For tumor biology, that means a twofold advantage. First, folate does not elicit an immune response, unlike artificial monoclonal antibodies, which can spur the body to make antibodies that neutralize the monoclonals. The small size of folate compounds also means that they can penetrate tumors better.

These advantages must have enticed Low to try the experiments that led to his 1991 PNAS paper. But the oncologic implications were unforeseen. "We realized we could deliver virtually any attached molecule to the cells we were working with," Low said. "It turned out just by accident that we were working with cultured cells, and those are cancer cells. It was a perfectly innocent mistake."

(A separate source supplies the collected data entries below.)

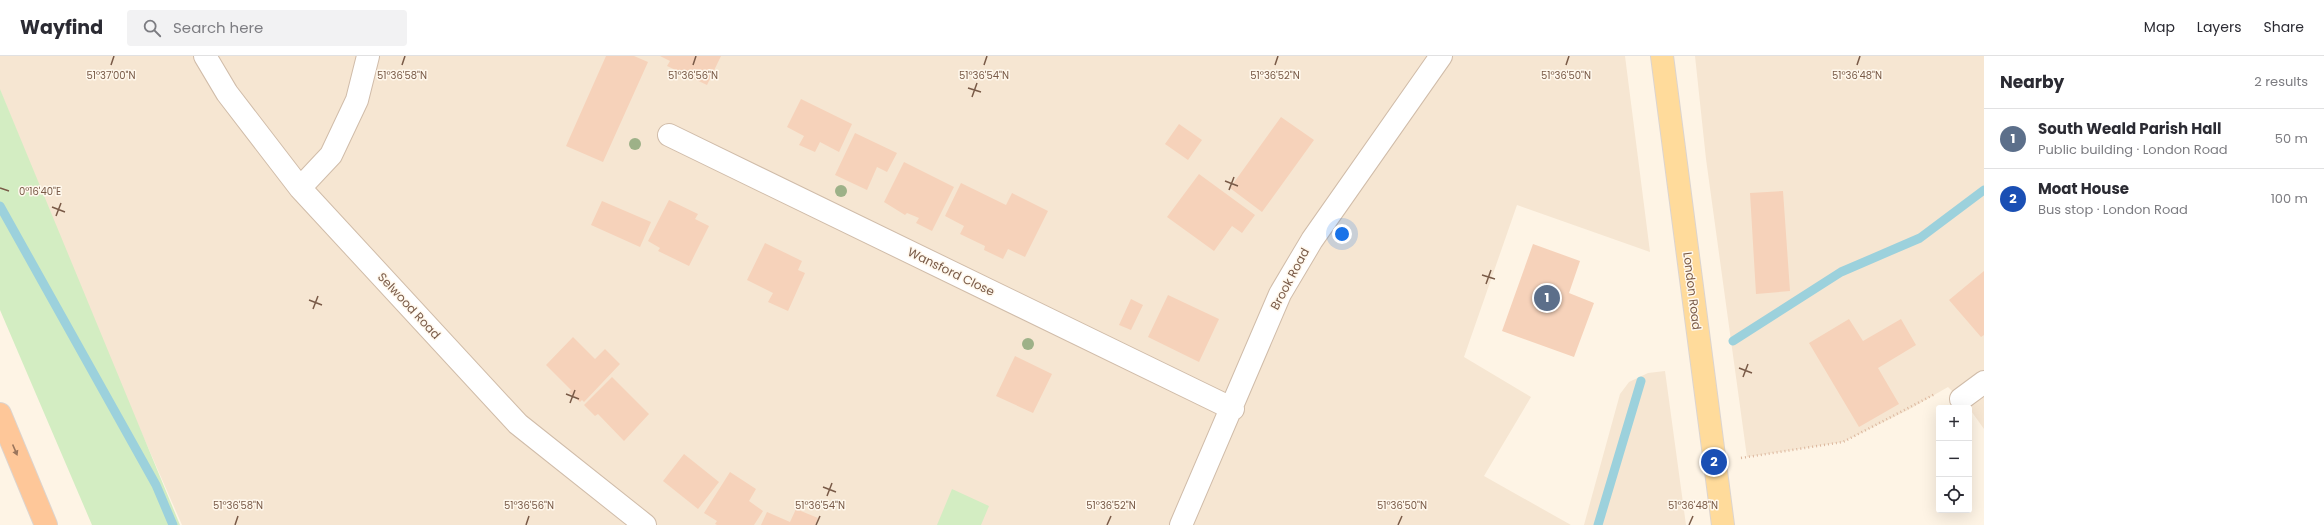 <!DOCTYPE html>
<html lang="en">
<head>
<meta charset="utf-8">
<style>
  :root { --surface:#fff; --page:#f2f2f3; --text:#2b2b33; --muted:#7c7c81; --line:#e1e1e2; --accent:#f16a40 }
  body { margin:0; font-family:Poppins,sans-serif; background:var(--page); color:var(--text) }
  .controls { position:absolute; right:12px; bottom:12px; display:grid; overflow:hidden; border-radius:4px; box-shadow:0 4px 16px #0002 }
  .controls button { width:36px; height:36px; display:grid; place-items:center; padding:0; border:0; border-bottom:1px solid var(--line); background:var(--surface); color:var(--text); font:20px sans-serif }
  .you { position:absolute; left:1342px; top:178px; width:14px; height:14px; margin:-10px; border:3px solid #fff; border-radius:50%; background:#1a73e8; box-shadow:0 0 0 6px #1a73e833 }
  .badge { display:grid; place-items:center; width:26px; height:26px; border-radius:50%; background:var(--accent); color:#fff; font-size:13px; font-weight:700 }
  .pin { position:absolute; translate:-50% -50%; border:2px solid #fff; box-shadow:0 1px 4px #0006 }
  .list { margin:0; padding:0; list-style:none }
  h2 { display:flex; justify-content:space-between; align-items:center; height:52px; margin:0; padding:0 16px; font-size:17px }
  h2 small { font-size:13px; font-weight:400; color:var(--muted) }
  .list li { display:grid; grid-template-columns:26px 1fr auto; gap:12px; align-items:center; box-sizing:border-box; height:60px; padding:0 16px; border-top:1px solid var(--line) }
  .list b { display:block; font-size:15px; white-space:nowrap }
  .list p { margin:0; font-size:13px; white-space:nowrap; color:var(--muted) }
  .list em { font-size:13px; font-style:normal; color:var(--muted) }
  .icon { flex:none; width:22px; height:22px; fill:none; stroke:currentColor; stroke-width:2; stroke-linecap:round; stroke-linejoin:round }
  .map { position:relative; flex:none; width:1984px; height:469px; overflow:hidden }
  header { display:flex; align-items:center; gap:24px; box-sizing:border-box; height:56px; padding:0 20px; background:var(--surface); border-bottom:1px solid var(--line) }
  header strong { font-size:19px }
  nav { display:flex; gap:22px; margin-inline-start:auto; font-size:14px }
  .search { width:280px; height:36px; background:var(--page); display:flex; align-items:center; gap:10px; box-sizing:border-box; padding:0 14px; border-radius:4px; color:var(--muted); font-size:15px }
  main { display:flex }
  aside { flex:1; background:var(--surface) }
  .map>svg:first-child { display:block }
</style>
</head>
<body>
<header>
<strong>Wayfind</strong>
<div class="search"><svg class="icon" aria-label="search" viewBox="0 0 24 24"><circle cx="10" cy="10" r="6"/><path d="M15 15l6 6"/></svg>Search here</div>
<nav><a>Map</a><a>Layers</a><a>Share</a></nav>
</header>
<main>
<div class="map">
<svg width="1984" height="469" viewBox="0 0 1984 469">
  <rect width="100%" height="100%" fill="#fef4e5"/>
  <path fill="#f6e6d2" d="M0,0H1625L1650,196L1517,149L1464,301L1531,341L1484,420L1571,469H182L125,339L0,34Z
    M1695,0H1984V373L1969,352L1948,331L1908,354L1843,386L1747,401L1706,103Z
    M1665,315L1686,469H1584L1620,338L1629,326L1648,317Z"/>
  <path fill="#d3edc2" d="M0,33L180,469H92L0,254Z
    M952,433L989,450L981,469H937Z"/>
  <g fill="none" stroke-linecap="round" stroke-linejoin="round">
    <path stroke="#9cd1dc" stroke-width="9" d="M0,150L156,429L173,469
      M1733,285L1841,216L1920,182L1984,134
      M1598,469L1641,325"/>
  </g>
  <path fill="#f6d2ba" d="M606,0H634L648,6L603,106L566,90Z
    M660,0H721L707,29L667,10L670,5Z
    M801,43L852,68L839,96L820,86L815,96L799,89L804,80L787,71Z
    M1281,61L1314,84L1262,156L1230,132Z
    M1179,68L1202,84L1188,104L1165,88Z
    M855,77L897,97L887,116L877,111L867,134L835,119Z
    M904,106L954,131L932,175L916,167L919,162L907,157L905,159L884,146Z
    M1199,118L1255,159L1242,177L1232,170L1214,195L1167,161Z
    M961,127L1006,149L1012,137L1048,155L1025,201L1008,193L1003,203L984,194L985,190L960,178L964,170L945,160Z
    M1783,135L1790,235L1756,238L1750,137Z
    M669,144L698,158L695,163L709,170L689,210L658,195L660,192L648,185Z
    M602,145L651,166L640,191L591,169Z
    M765,187L802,205L798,214L805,217L788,255L768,246L773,237L747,224Z
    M1533,188L1580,205L1569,237L1594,247L1574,301L1502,275Z
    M1984,215V279L1981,281L1949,244Z
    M1168,239L1219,263L1199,306L1148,281Z
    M1131,243L1143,249L1131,274L1119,269Z
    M1849,263L1863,285L1901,263L1916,289L1878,312L1899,348L1859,371L1809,287Z
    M573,281L595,303L605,293L620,308L584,346L582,344L580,346L569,336L571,334L546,309Z
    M1015,300L1052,318L1033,357L996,340Z
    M612,321L649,358L624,385L598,358L595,360L584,349Z
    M684,398L719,426L698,453L663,425Z
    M730,416L756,433L749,445L763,455L754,469H717L715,468L717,465L704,457Z
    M796,453L818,462L815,469H761L767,456L790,466Z"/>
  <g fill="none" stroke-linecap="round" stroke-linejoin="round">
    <defs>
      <path id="minor" d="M205,0L227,37L300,132L518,368L645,469
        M669,79L1233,353
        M300,132L331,99L357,44L368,0
        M1961,343L1984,326
        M1181,469L1280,238L1312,184L1441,0"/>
      <path id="primary" d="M1662,0L1723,469"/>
      <path id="trunk" d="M0,358L46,469"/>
    </defs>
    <use href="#minor" stroke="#d0bca9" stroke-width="24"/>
    <use href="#primary" stroke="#dcd4cf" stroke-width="24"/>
    <use href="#trunk" stroke="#dcd4cf" stroke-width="24"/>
    <path stroke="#dbb69d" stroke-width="2.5" stroke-dasharray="1 3" stroke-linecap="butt" d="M1741,402L1843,386L1935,338"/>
    <use href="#minor" stroke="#fff" stroke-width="22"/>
    <use href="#primary" stroke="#ffdb9b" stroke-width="22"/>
    <use href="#trunk" stroke="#fec799" stroke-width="22"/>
  </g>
  <g fill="#9db188">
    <circle cx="635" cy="88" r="6"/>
    <circle cx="841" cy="135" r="6"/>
    <circle cx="1028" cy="288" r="6"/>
  </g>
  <defs><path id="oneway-solid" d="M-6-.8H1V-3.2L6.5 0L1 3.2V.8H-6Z"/></defs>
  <use fill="#9a755c" href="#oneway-solid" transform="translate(15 394) rotate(67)"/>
  <path fill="none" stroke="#795a47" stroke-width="1.5" d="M111,9L114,0M402,9L405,0M693,9L696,0M984,9L987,0M1275,9L1278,0M1566,9L1569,0M1857,9L1860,0M968,32L981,36M972,41L977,27M1225,125L1238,130M0,132L9,135M1229,134L1234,121M52,151L65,156M56,160L61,147M1482,219L1495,223M1486,228L1491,214M309,244L322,249M313,253L318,240M1739,312L1752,317M1743,321L1748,308M566,338L579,343M570,347L575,334M823,431L836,436M827,440L832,427M235,469L238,460M526,469L529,460M816,469L820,460M1107,469L1111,460M1398,469L1402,460M1689,469L1693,460"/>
  <g text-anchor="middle" stroke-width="3" stroke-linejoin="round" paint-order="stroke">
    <g font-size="12" fill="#795a47" stroke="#fff8ed">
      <text transform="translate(951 216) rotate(26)" y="4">Wansford Close</text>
      <text transform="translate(1290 223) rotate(-62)" y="4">Brook Road</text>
      <text transform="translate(1692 235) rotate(83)" y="4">London Road</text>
      <text transform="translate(409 250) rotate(47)" y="4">Selwood Road</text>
    </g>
  </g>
  <g font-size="10" text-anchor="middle" fill="#795a47" stroke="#fff8ed" stroke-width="3" stroke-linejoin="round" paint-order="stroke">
    <text x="111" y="23">51°37'00"N</text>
    <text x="402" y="23">51°36'58"N</text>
    <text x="693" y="23">51°36'56"N</text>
    <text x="984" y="23">51°36'54"N</text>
    <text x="1275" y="23">51°36'52"N</text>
    <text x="1566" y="23">51°36'50"N</text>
    <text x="1857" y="23">51°36'48"N</text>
    <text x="40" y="139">0°16'40"E</text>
    <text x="238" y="453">51°36'58"N</text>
    <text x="529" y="453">51°36'56"N</text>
    <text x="820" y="453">51°36'54"N</text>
    <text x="1111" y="453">51°36'52"N</text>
    <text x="1402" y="453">51°36'50"N</text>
    <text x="1693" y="453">51°36'48"N</text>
  </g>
</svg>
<div class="controls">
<button>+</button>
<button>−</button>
<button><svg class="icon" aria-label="locate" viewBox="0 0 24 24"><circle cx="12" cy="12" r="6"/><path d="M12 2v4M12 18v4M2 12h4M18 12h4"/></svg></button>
</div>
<div class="you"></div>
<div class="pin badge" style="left:1547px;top:242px;background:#5c6f8a">1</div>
<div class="pin badge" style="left:1714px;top:406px;background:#1a4fb4">2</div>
</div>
<aside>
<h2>Nearby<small>2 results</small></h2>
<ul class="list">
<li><span class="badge" style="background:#5c6f8a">1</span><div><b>South Weald Parish Hall</b><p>Public building · London Road</p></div><em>50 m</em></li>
<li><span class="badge" style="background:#1a4fb4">2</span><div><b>Moat House</b><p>Bus stop · London Road</p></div><em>100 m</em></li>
</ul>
</aside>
</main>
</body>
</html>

Low’s dedication to turning his "innocent mistake" into a useful cancer-fighting tool is anything but an accident. Since 1991, he has published two dozen papers on the topic, and in 1996 he helped found a small biotech company, Endocyte Inc., which has patented a handful of his methods. The company went after research dollars from the big pharmaceutical companies, and in 1998 landed a deal with Rhône-Poulenc Rorer worth up to $40 million for Endocyte.

The first fruit of these efforts to reach human trials, an imaging compound using the radiotracer indium-111, detected 12 of 13 ovarian cancers (from a group of 35 women with suspected cancers) in its first clinical study. Additional multicenter studies are under way with a second-generation conjugate of folate and the isotope technetium-99, which the company’s Web site touts as less expensive, safer, and able to produce higher quality images than indium.

Low said his group initially focused on ovarian cancer, and there are "a number of other cancers" he wants to study, but they will have to wait for FDA approval.

In addition, Endocyte plans to start clinical trials of therapeutic folate combinations within a year. "We’re looking at a number of conjugates of folate with some of the classical therapeutic compounds. They’re all in preclinical trials, and one of them is working very well," said Low. "We don’t see any toxicity yet under conditions where we get good therapeutic effect. That’s astounding."

However, Ohio State’s Lee expressed concern that kidney toxicity could slow development of folate-bound therapies. "Some parts of the kidneys express high levels of folate receptors," he said, "so while you’re targeting the tumor, you’re also delivering the drug to the kidney."

But like Low, Lee remains enthusiastic. "Imaging agents are a nice first step, but I’d like to see more animal testing and more data on treating actual tumors. That, and overcoming the kidney toxicity, are the major areas we need to work on."